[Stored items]
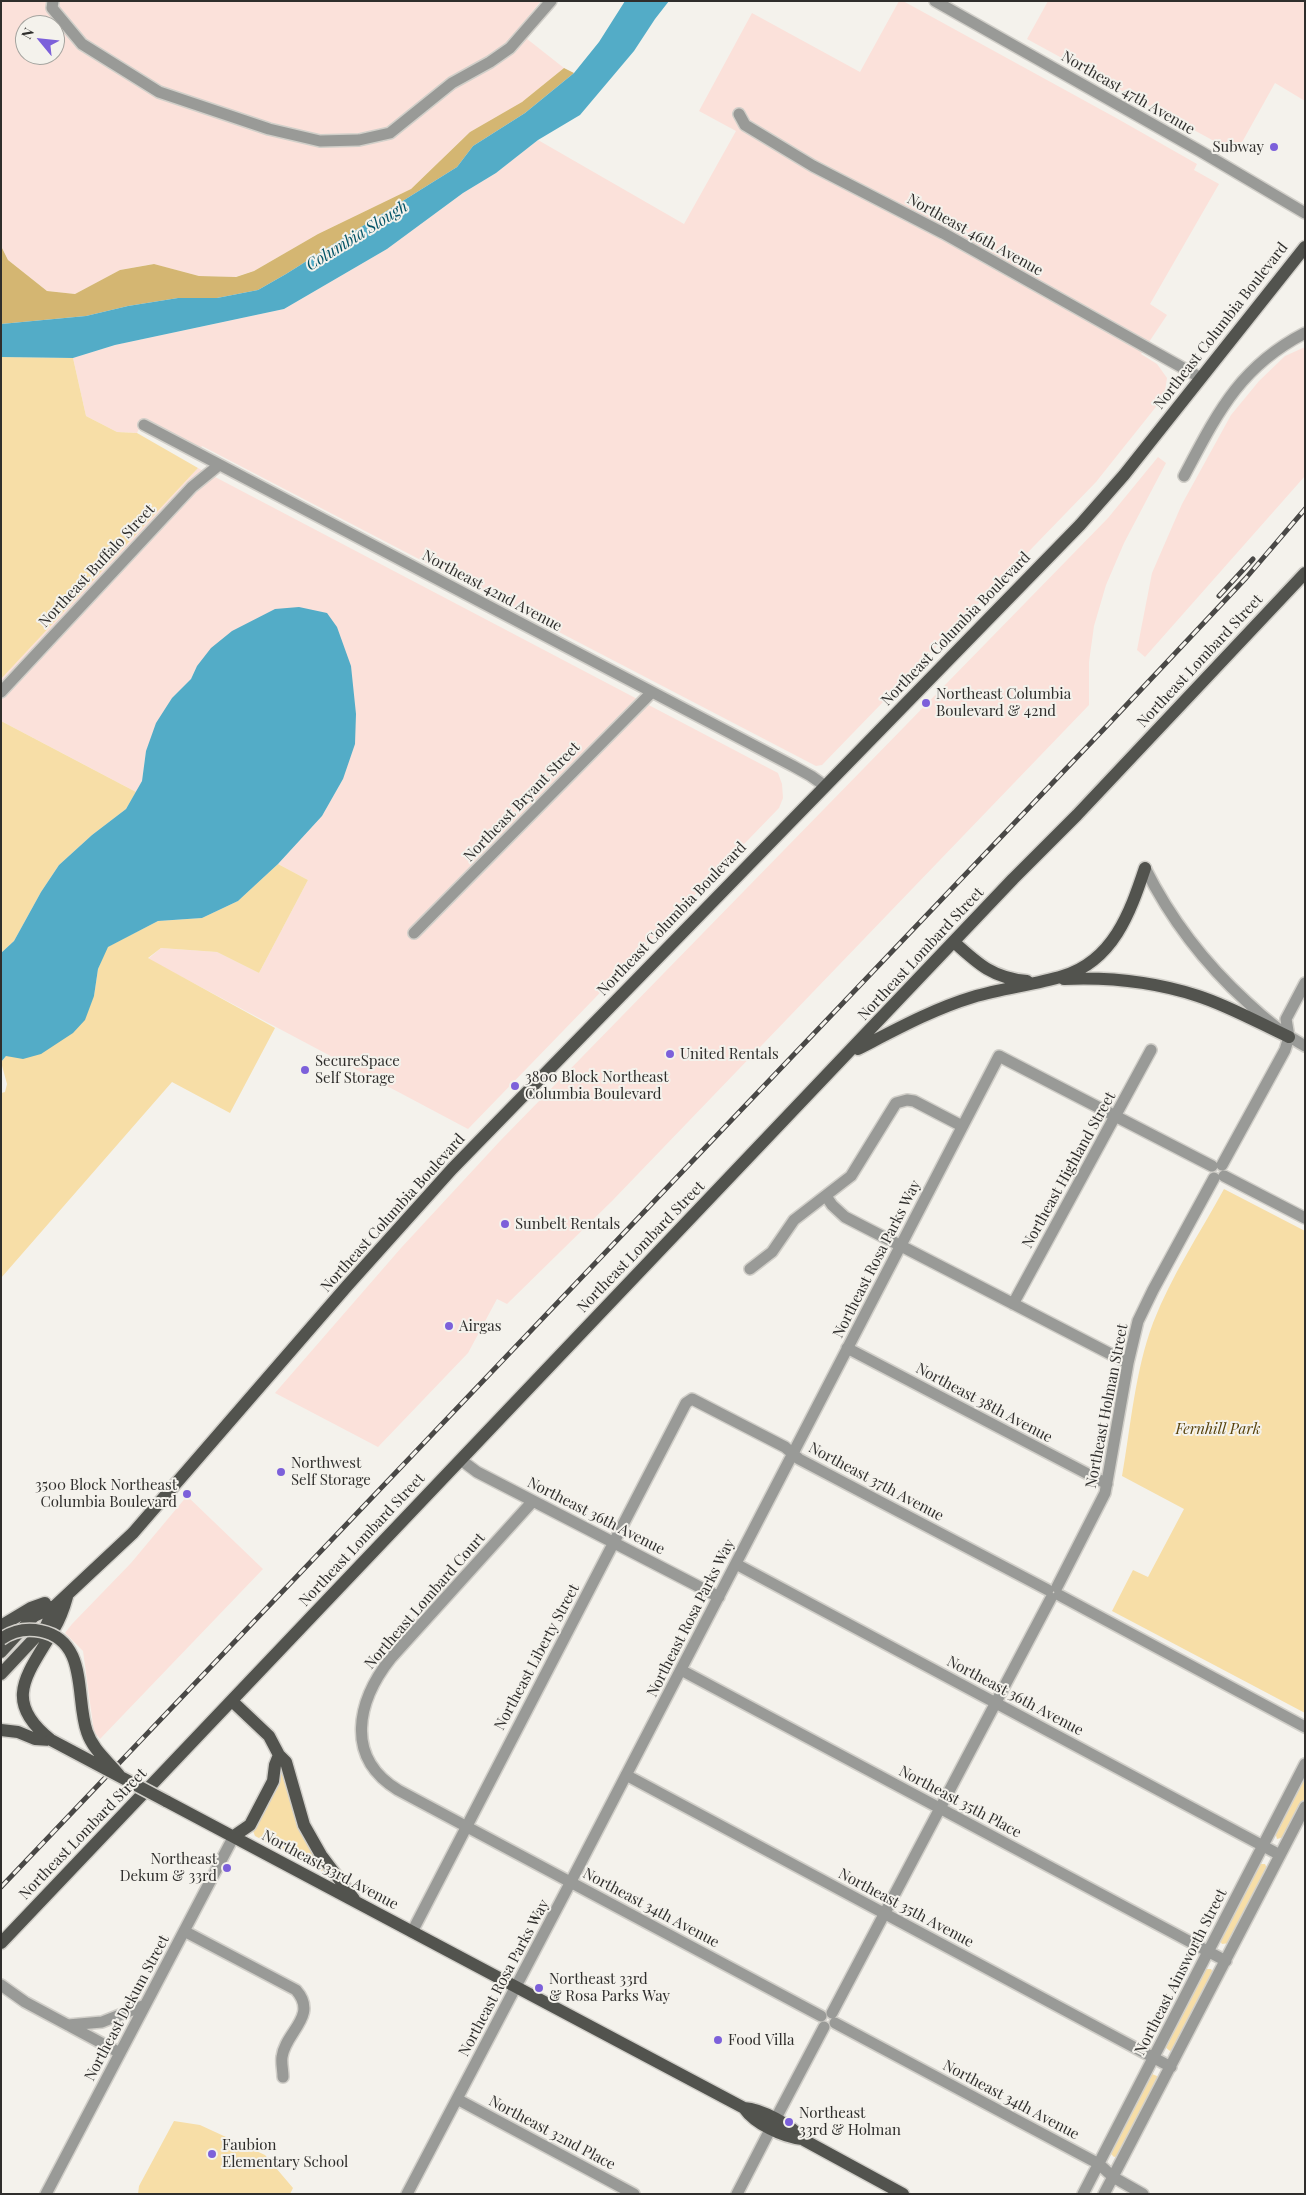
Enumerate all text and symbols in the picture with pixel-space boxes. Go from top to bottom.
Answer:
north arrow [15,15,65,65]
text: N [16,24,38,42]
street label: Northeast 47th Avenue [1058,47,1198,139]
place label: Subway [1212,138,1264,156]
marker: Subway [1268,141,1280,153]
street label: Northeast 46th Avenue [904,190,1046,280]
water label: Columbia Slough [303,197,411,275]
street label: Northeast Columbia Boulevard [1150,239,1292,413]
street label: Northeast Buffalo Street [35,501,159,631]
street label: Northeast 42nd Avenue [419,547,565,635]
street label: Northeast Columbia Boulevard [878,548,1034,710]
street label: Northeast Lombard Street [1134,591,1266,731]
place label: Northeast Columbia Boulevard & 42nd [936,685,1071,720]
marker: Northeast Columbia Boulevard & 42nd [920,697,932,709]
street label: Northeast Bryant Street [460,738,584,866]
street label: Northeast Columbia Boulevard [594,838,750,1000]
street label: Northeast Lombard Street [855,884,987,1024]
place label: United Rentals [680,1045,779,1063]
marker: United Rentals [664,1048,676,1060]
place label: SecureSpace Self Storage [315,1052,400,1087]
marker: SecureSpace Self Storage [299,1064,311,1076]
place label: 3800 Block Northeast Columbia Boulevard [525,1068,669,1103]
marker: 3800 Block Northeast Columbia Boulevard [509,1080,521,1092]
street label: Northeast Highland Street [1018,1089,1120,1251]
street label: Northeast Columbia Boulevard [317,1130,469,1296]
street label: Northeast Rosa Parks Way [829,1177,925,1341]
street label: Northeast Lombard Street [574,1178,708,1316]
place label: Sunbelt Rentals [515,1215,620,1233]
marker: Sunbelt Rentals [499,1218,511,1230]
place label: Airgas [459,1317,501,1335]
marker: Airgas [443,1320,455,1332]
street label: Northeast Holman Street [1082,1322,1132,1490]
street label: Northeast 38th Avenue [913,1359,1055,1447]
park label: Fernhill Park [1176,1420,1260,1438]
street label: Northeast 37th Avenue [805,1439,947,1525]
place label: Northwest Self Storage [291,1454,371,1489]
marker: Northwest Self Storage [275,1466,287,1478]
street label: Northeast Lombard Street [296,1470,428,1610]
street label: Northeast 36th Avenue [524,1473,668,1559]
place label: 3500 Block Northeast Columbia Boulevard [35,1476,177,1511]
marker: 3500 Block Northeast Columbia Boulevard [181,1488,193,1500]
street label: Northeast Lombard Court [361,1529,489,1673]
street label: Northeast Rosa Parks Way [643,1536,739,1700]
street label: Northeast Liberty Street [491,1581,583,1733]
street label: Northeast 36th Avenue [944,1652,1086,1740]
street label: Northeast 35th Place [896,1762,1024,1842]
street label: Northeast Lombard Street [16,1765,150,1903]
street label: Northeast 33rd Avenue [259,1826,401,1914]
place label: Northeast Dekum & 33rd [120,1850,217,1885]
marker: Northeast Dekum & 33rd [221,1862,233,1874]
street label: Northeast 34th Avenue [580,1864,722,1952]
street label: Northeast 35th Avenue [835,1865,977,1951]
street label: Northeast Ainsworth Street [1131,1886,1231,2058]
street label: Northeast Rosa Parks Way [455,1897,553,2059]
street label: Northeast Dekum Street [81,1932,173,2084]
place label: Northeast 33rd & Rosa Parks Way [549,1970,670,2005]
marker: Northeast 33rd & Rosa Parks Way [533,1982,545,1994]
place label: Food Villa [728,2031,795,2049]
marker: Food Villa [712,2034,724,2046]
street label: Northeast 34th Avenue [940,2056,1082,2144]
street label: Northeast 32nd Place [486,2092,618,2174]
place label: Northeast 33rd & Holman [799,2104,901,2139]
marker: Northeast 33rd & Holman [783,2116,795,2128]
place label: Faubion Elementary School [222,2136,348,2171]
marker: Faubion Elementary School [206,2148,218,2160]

* [THE TASK]: Without the pictures, give all the records above again exactly.

* [EXERCISE RESPONSE]:
Enumerate all text and symbols in the picture with pixel-space boxes. Go from top to bottom.
Answer:
north arrow [15,15,65,65]
text: N [16,24,38,42]
street label: Northeast 47th Avenue [1058,47,1198,139]
place label: Subway [1212,138,1264,156]
marker: Subway [1268,141,1280,153]
street label: Northeast 46th Avenue [904,190,1046,280]
water label: Columbia Slough [303,197,411,275]
street label: Northeast Columbia Boulevard [1150,239,1292,413]
street label: Northeast Buffalo Street [35,501,159,631]
street label: Northeast 42nd Avenue [419,547,565,635]
street label: Northeast Columbia Boulevard [878,548,1034,710]
street label: Northeast Lombard Street [1134,591,1266,731]
place label: Northeast Columbia Boulevard & 42nd [936,685,1071,720]
marker: Northeast Columbia Boulevard & 42nd [920,697,932,709]
street label: Northeast Bryant Street [460,738,584,866]
street label: Northeast Columbia Boulevard [594,838,750,1000]
street label: Northeast Lombard Street [855,884,987,1024]
place label: United Rentals [680,1045,779,1063]
marker: United Rentals [664,1048,676,1060]
place label: SecureSpace Self Storage [315,1052,400,1087]
marker: SecureSpace Self Storage [299,1064,311,1076]
place label: 3800 Block Northeast Columbia Boulevard [525,1068,669,1103]
marker: 3800 Block Northeast Columbia Boulevard [509,1080,521,1092]
street label: Northeast Highland Street [1018,1089,1120,1251]
street label: Northeast Columbia Boulevard [317,1130,469,1296]
street label: Northeast Rosa Parks Way [829,1177,925,1341]
street label: Northeast Lombard Street [574,1178,708,1316]
place label: Sunbelt Rentals [515,1215,620,1233]
marker: Sunbelt Rentals [499,1218,511,1230]
place label: Airgas [459,1317,501,1335]
marker: Airgas [443,1320,455,1332]
street label: Northeast Holman Street [1082,1322,1132,1490]
street label: Northeast 38th Avenue [913,1359,1055,1447]
park label: Fernhill Park [1176,1420,1260,1438]
street label: Northeast 37th Avenue [805,1439,947,1525]
place label: Northwest Self Storage [291,1454,371,1489]
marker: Northwest Self Storage [275,1466,287,1478]
street label: Northeast Lombard Street [296,1470,428,1610]
street label: Northeast 36th Avenue [524,1473,668,1559]
place label: 3500 Block Northeast Columbia Boulevard [35,1476,177,1511]
marker: 3500 Block Northeast Columbia Boulevard [181,1488,193,1500]
street label: Northeast Lombard Court [361,1529,489,1673]
street label: Northeast Rosa Parks Way [643,1536,739,1700]
street label: Northeast Liberty Street [491,1581,583,1733]
street label: Northeast 36th Avenue [944,1652,1086,1740]
street label: Northeast 35th Place [896,1762,1024,1842]
street label: Northeast Lombard Street [16,1765,150,1903]
street label: Northeast 33rd Avenue [259,1826,401,1914]
place label: Northeast Dekum & 33rd [120,1850,217,1885]
marker: Northeast Dekum & 33rd [221,1862,233,1874]
street label: Northeast 34th Avenue [580,1864,722,1952]
street label: Northeast 35th Avenue [835,1865,977,1951]
street label: Northeast Ainsworth Street [1131,1886,1231,2058]
street label: Northeast Rosa Parks Way [455,1897,553,2059]
street label: Northeast Dekum Street [81,1932,173,2084]
place label: Northeast 33rd & Rosa Parks Way [549,1970,670,2005]
marker: Northeast 33rd & Rosa Parks Way [533,1982,545,1994]
place label: Food Villa [728,2031,795,2049]
marker: Food Villa [712,2034,724,2046]
street label: Northeast 34th Avenue [940,2056,1082,2144]
street label: Northeast 32nd Place [486,2092,618,2174]
place label: Northeast 33rd & Holman [799,2104,901,2139]
marker: Northeast 33rd & Holman [783,2116,795,2128]
place label: Faubion Elementary School [222,2136,348,2171]
marker: Faubion Elementary School [206,2148,218,2160]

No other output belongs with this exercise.